Tuesday, 10 January 2017

Information On Industrial Heat Treating

By Anthony Robinson


Heat treating refers to a collection of metalworking and industrial processes that are used for the alteration of physical properties of materials. Besides physical properties, the chemical properties may also be altered through these methods. Metallurgical is the most common application for this process. Industrial heat treating is not only used in the production of metal products, but also glass products and many others.

This process is done at extreme temperatures. The temperatures have to be extremely high or extremely low. Extreme temperatures allow for softening or hardening materials as required. As stated earlier, heat treatment is a collection of processes. Some of these processes are tempering, quenching, normalizing, annealing, precipitation strengthening, aging, and case hardening. It is only if the cooling and heating is done in order to intentionally alter the properties of a material that they process is called heat treatment. Other manufacturing processes may lead to incidental heating and cooling and cannot be referred to by this term.

The level of temperatures coupled with precision in timing of the temperatures is important for achieving specific qualities in metals in these processes. When timing is precise, desired qualities are achieved easily. Different metals exhibit different temperatures depending on the temperatures and precision of timing. Getting the temperatures and timing wrong can produce very different qualities in the metal.

Annealing is a very general term. The process of annealing refers to heating metal and then allowing it to cool off at some rate. Cooling is generally done a very slow pace. After cooling is complete, the resultant metal has a refined microstructure with constituents separated partially or completely. The reason for doing annealing is to improve qualities like machinability, electrical conductivity, and ability to be cold worked.

Normalizing is a type of treatment in which the aim is to achieve a uniform grain size and composition in the metal under consideration. The temperatures are maintained at 1550 to 1600 degrees F depending on the kind of steel in question. After heating, the metal is allowed to cool slowly in open air. The steel produced is usually harder and stronger, but may have slightly lower ductility.

As suggested in the name, stress relieving is performed to eliminate or reduce internal stress in metals. The source of the stress is usually processes such as non-uniform cooling and cold working. The metal has to be heated to a temperature below the lower critical temperature before it is put through uniform cooling.

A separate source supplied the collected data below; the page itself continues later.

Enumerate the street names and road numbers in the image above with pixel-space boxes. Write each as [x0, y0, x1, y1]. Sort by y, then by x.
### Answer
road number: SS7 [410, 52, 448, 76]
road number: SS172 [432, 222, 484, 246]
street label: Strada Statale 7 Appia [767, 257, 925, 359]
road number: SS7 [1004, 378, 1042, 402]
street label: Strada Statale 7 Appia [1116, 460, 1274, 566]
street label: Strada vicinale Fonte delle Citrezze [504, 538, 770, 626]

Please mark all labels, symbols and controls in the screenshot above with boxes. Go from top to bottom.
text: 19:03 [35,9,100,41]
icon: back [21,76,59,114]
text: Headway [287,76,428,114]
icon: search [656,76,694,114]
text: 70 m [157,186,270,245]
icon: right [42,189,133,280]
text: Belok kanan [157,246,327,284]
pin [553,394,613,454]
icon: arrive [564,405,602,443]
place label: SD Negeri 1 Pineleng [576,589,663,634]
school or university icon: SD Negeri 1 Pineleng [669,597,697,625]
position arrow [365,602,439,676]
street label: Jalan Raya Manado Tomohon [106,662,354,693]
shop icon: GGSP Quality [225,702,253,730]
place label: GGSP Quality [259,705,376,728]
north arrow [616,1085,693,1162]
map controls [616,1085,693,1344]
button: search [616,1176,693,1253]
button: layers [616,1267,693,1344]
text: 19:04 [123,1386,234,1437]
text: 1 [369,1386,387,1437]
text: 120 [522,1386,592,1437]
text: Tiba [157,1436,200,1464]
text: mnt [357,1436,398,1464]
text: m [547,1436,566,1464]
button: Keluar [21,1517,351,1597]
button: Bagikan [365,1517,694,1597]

During the process of quenching, the metal is cooled at a very high rate. The reason for this is to allow for martensite transformation of the metal under consideration. When quenching is done to ferrous metal alloys, the metal produced is much harder than the alloy while the opposite is true for non-ferrous alloys, which become too soft.

In most of these processes, temperatures need to be maintained at high levels for many hours. This consumes a lot of energy that may raise monthly energy bills substantially. As a solution, companies have their own sources of energy independent of the national power grid, which they can maintain cheaply. Also, modern furnaces are computerized and very effective in terms of energy consumption.